Interpreters help provide court access

August 4, 2011 by  
Filed under Articles, News

Debbie Wachter Morris
New Castle News
July 22, 2011

NEW CASTLE — There are times in the Lawrence County courts when a participant doesn’t speak or understand English.

Then the courts are responsible for hiring an interpreter for the proceeding.

Such was the case earlier this month in the court of District Judge Melissa A. Amodie, where a Spanish translator was needed to assist a man at his hearing for a traffic offense.

Translators of various languages are used in the courts to serve those who cannot speak English.

The cost is borne by the courts, and it can get quite expensive, according to Mary Kelly, a court adminstrator’s secretary who arranges for their appearances.

Kelly noted it’s a rare occurence in the district courts, such as Amodie’s. But she said she arranges for interpreters about twice a month for common pleas court — mostly for family cases.

“I think we’re going to start seeing more of it,” Amodie said.

She explained that, by law, the courts have to provide intepreters, because everyone has to have fair access to the courts.

She recalls once having arraigned a woman by telephone, who spoke only Russian and needed a translator.

It can be a difficult process, because the courts have to talk directly to the defendants, instead of addressing the interpreter, Amodie said. Then the interpreter translates what the judge or other court officials say.

“We’re lucky we haven’t had to do it more,” she said, because of the cost.

The interpreters must be specially trained and certified through the Administrative Office of the Pennsylvania Courts, explained Michael Occhibone, Lawrence County’s court administrator.

“It’s getting to be more frequent,” he added.

“Once they are on a case, they stay with a case,” he said of the interpreters. And in the event a case has multiple proceedings, the interpreter is needed for all of them.

Although the Administrative Office of the Pennsylvania Courts has a list of translators on its Web site, Kelly arranges for them through an agency called Languages by Nicole in Industry, Pa., which has all state-certified interpreters.
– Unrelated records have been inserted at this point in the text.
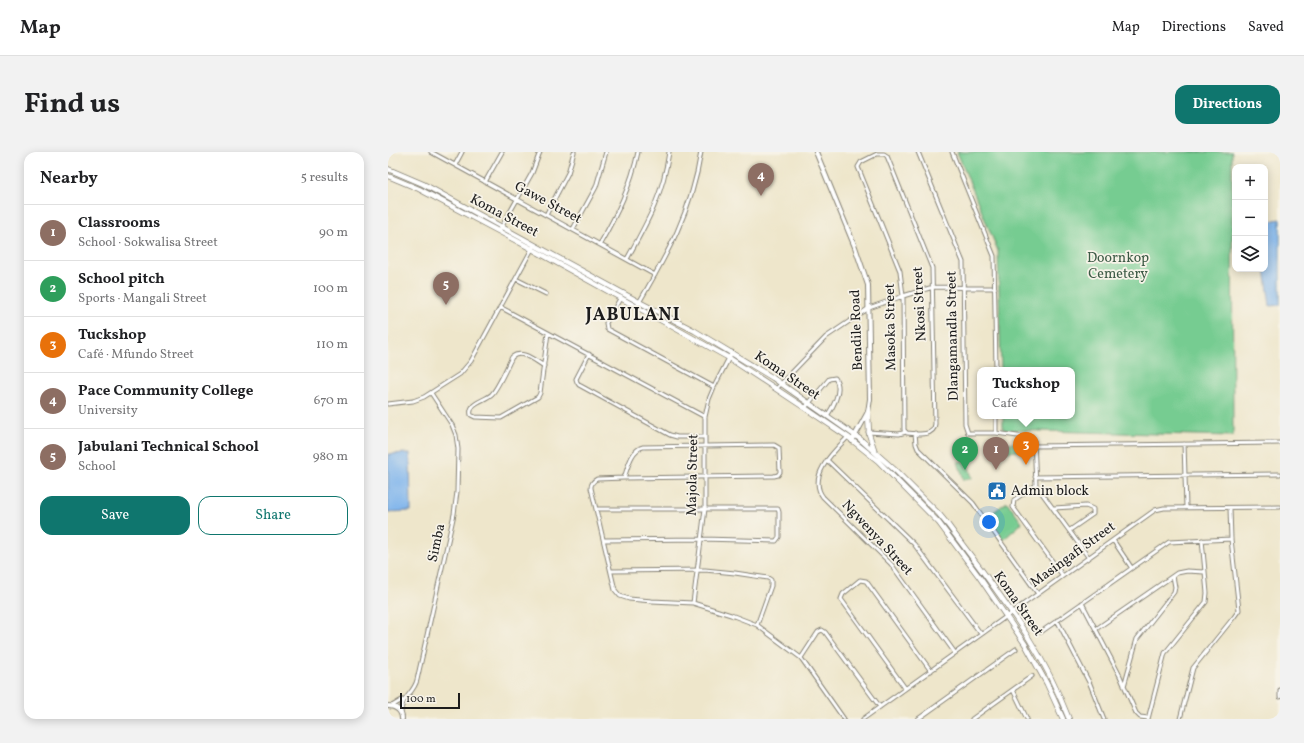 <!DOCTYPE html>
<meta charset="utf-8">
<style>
:root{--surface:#fff;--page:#f2f2f2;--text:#202124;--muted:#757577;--line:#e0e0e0;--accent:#0f766e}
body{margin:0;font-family:Vollkorn,serif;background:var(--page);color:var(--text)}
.controls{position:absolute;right:12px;top:12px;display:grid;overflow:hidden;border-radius:8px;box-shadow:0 2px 10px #0003}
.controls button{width:36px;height:36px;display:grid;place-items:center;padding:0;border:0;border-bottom:1px solid var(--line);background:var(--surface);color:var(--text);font:20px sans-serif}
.scale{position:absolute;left:12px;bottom:10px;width:60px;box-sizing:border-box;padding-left:4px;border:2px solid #1c1c1c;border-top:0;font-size:11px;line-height:14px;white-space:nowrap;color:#1c1c1c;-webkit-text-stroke:3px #f7f3e8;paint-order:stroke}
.you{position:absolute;left:601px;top:370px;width:14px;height:14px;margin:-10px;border:3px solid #fff;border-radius:50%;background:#1a73e8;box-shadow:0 0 0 6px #1a73e833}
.badge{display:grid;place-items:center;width:26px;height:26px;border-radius:50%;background:var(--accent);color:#fff;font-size:13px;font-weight:700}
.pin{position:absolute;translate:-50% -33px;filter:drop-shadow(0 1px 2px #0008)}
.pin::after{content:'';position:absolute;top:21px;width:14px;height:12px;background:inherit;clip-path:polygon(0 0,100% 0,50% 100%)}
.popup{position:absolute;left:589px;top:215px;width:98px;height:52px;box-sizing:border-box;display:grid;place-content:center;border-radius:8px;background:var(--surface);filter:drop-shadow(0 1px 3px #0005);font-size:13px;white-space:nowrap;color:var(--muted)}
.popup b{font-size:15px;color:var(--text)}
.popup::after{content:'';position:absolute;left:50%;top:100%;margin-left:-8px;border:8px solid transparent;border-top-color:var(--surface)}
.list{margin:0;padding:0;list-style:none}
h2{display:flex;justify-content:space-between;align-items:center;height:52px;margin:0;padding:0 16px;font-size:17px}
h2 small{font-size:13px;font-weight:400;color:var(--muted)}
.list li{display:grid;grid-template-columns:26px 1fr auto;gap:12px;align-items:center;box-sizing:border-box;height:56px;padding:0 16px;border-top:1px solid var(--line)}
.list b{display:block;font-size:15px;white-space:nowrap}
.list p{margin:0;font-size:13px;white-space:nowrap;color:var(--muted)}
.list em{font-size:13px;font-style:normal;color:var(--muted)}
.actions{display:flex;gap:8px;padding:12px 16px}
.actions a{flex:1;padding:9px 0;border:1px solid var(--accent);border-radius:12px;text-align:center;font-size:14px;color:var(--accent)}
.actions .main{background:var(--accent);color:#fff}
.icon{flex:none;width:22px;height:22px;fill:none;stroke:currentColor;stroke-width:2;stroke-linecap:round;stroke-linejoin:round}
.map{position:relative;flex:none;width:892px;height:567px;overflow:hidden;border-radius:12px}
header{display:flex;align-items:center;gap:24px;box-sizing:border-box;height:56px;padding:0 20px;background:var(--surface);border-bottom:1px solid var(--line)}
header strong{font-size:19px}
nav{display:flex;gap:22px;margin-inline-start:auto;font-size:14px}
.intro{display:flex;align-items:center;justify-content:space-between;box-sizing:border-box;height:96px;padding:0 24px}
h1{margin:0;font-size:28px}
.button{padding:10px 18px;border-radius:12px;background:var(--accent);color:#fff;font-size:14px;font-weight:700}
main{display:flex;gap:24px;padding:0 24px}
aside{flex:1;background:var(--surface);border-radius:12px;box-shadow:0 2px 10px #0003}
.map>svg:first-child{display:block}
</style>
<header>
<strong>Map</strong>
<nav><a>Map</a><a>Directions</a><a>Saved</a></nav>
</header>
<div class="intro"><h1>Find us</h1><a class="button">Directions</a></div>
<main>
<aside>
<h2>Nearby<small>5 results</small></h2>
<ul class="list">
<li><span class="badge" style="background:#8d6e63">1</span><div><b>Classrooms</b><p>School · Sokwalisa Street</p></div><em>90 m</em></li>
<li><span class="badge" style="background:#2e9e5b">2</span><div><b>School pitch</b><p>Sports · Mangali Street</p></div><em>100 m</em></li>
<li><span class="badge" style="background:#e8710a">3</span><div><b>Tuckshop</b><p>Café · Mfundo Street</p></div><em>110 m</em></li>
<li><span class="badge" style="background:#8d6e63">4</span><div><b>Pace Community College</b><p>University</p></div><em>670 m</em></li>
<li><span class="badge" style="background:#8d6e63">5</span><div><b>Jabulani Technical School</b><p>School</p></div><em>980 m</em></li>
</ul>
<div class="actions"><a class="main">Save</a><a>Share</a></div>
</aside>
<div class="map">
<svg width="892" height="567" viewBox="0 0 892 567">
<rect width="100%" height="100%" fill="#f7f3e8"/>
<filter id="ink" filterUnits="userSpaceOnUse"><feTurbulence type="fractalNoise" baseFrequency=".025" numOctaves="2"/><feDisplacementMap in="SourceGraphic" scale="8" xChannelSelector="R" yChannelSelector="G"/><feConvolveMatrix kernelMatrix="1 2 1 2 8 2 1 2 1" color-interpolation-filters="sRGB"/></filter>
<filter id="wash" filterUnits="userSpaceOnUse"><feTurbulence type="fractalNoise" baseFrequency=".012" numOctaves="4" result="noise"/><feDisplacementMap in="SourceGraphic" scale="16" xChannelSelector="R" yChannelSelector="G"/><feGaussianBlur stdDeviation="0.9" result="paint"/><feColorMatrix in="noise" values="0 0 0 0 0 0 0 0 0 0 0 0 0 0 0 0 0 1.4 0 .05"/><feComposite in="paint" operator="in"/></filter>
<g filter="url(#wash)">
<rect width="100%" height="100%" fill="#eee6cb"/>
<path fill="#76cc91" stroke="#497456" d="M569,0H844L845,284L615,278V264H684V218H613L610,99Z
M618,291H639L640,298L618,300Z
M579,308L584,326L576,328L570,310Z
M619,350L634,371L615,388L599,365Z"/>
<path fill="#7db3ec" stroke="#4c6884" d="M892,67V153L882,154L877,117V70Z
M22,301L23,359L0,360V302Z"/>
</g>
<g filter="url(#ink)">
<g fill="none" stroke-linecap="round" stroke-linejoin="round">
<g stroke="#858174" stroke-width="5">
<path id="minor" d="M43,0L267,123
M530,0L575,110L577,272L580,281H608L644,286L646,288L648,333L701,406
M564,0L606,104L608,218
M489,2H496L499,4L544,116L547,272C546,285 529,282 519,281L516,278L515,144L512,119L470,15L473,10Z
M67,13L74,0
M97,30L114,0
M158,63L180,21L186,0
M113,76L144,21L152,0
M185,77L208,35L218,0
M212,92C229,62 243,34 250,0
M239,107C260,69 275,43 281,0
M128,127L158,142
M233,145L218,171L219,177L326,235
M249,154C279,103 304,59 313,0
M112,155L317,265
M201,202L188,227L189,230L191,233L282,283L289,285H317
M156,214C146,208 134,197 124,205C119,215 111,234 104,242C97,249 80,250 83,263L87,265L113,266L150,245L152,241L160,181
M389,236L438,185L481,156L515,144L545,135L607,136
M0,252L25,249L36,245L72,222L83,209L145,95
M417,256L441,227L447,226C455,237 445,255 439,264
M608,264V281
M480,280L511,282L518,280
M527,281L528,292L530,297L585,351L650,442
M460,285C446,299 419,324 435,345L503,412L567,501
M796,292L798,355
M646,294L892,291
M439,308L526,392L593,482
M647,325L892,322
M236,326C240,315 243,298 255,295L386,293L391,296L392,320L390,323L386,324L236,326L209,327C205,329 203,331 203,336L227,438L232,444L241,447L264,449L305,451L343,463L369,473L413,506L456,567
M648,333L626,348L625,355L675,424
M666,356L698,354L705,357V362L682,378
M208,357H390L391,360V385L388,389L314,387L216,388
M725,388L743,415
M223,419L317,418L347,421L380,426L383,428V434L369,473
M305,451L317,357V265L321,247L326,235L344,200
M694,451L732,524L748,561L752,565L760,566
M669,468L702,532L716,567
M708,477L789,421L799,419L816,420
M653,480L781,390L843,387
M413,506L430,480L434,478L437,480L492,555
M736,534L749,487L786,440L787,435L785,424
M517,536L453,447L455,442L472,428L478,429L543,519
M625,538L639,567
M892,538V545
M4,554L14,548
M13,560C13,546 26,541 29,528L66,362L69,340L70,297L68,283L64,273L43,241
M475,567L767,358L776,356L892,355
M530,567L628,497
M584,567L644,524
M760,567L777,501L818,450L819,441L814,388
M792,567L805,516L846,465L851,458L843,387L842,356"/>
</g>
<g stroke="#858174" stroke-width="6">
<path id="tertiary" d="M428,0L467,95L480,133L482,247L480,260L464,289
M0,554C8,554 14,559 14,567"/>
</g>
<g stroke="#858174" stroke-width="6">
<path id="secondary" d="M0,17L35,32L251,150L307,179L385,226L472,287L508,319L551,362L560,373C587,410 616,446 640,485C656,510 670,539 681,567
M0,24L31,37L144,97L341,206L417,256L460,285L490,309L551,371L592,426L637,492L659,532L675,567
M480,260L481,282L486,297"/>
</g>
<use href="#minor" stroke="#fff" stroke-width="3"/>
<use href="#tertiary" stroke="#fff" stroke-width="4"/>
<use href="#secondary" stroke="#fff" stroke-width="4.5"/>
</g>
</g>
<defs>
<g id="civic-square" transform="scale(1)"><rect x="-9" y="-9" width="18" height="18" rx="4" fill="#1f6fb2" stroke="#f7f3e8"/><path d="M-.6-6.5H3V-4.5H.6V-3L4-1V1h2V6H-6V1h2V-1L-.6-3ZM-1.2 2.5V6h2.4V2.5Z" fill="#fff"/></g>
</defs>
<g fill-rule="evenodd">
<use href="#civic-square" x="609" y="339"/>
</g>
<g text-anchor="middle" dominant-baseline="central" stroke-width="3.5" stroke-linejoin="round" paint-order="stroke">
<g font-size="14" fill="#1c1c1c" stroke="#f7f3e8">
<text transform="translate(160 51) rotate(28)">Gawe Street</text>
<text transform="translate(116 64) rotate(28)">Koma Street</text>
<text transform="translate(532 152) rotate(-93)">Nkosi Street</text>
<text transform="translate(503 175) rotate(-91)">Masoka Street</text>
<text transform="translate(469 178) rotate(-92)">Bendile Road</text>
<text transform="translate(565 184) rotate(-91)">Dlangamandla Street</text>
<text transform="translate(399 224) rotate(34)">Koma Street</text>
<text transform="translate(305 323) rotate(-89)">Majola Street</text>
<text transform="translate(489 386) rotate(47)">Ngwenya Street</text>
<text transform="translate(49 391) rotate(-78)">Simba</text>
<text transform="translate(685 403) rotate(-36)">Masingafi Street</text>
<text transform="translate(630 452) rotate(55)">Koma Street</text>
</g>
<g font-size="14" fill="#3c5a45" stroke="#f7f3e8">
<text x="730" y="106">Doornkop<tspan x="730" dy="16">Cemetery</tspan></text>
</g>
<g font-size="14" fill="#1c1c1c" stroke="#f7f3e8" text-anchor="start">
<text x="623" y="339">Admin block</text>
</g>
<g font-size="18" font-weight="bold" letter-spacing="1" fill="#1c1c1c" stroke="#f7f3e8">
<text x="245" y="163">JABULANI</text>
</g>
</g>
</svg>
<div class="controls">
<button>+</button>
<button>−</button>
<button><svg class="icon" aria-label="layers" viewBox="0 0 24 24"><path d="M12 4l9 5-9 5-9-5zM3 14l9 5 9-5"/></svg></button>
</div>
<div class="scale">100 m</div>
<div class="you"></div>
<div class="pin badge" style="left:608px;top:318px;background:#8d6e63">1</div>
<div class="pin badge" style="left:577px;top:318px;background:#2e9e5b">2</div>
<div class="pin badge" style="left:638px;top:313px;background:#e8710a">3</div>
<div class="popup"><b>Tuckshop</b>Café</div>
<div class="pin badge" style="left:373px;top:44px;background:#8d6e63">4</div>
<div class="pin badge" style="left:58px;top:153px;background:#8d6e63">5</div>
</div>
</main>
The cost is $75 per hour, plus mileage.

The translator’s recent bill for the traffic hearing at Amodie’s office was $292.71.

There are times Kelly also must hire someone certified in sign language, and she uses a different Pittsburgh agency for those interpreters.

She has a Vietnamese interpeter arranged for this week and a Cambodian translator for Aug. 29, both for family court.

Other interpreters available speak Arabic, Armenian, Cantonese, French, German, Hindi, Hmong, Italian, Japanese, Korean, Laotian, Mandarin, Polish, Portuguese, Spanish, Tagalog and Thai.

Kelly noted she has to keep close watch over when court proceedings are canceled or postponed so she can notify the interpreter as soon as possible, because they require 48 hours notice for cancellation. Otherwise their charge applies.

She recalled a day last winter when there was a heavy snowfall and she was forced to cancel the translator for the proceeding within 24 hours. She said the courts were billed for it anyway.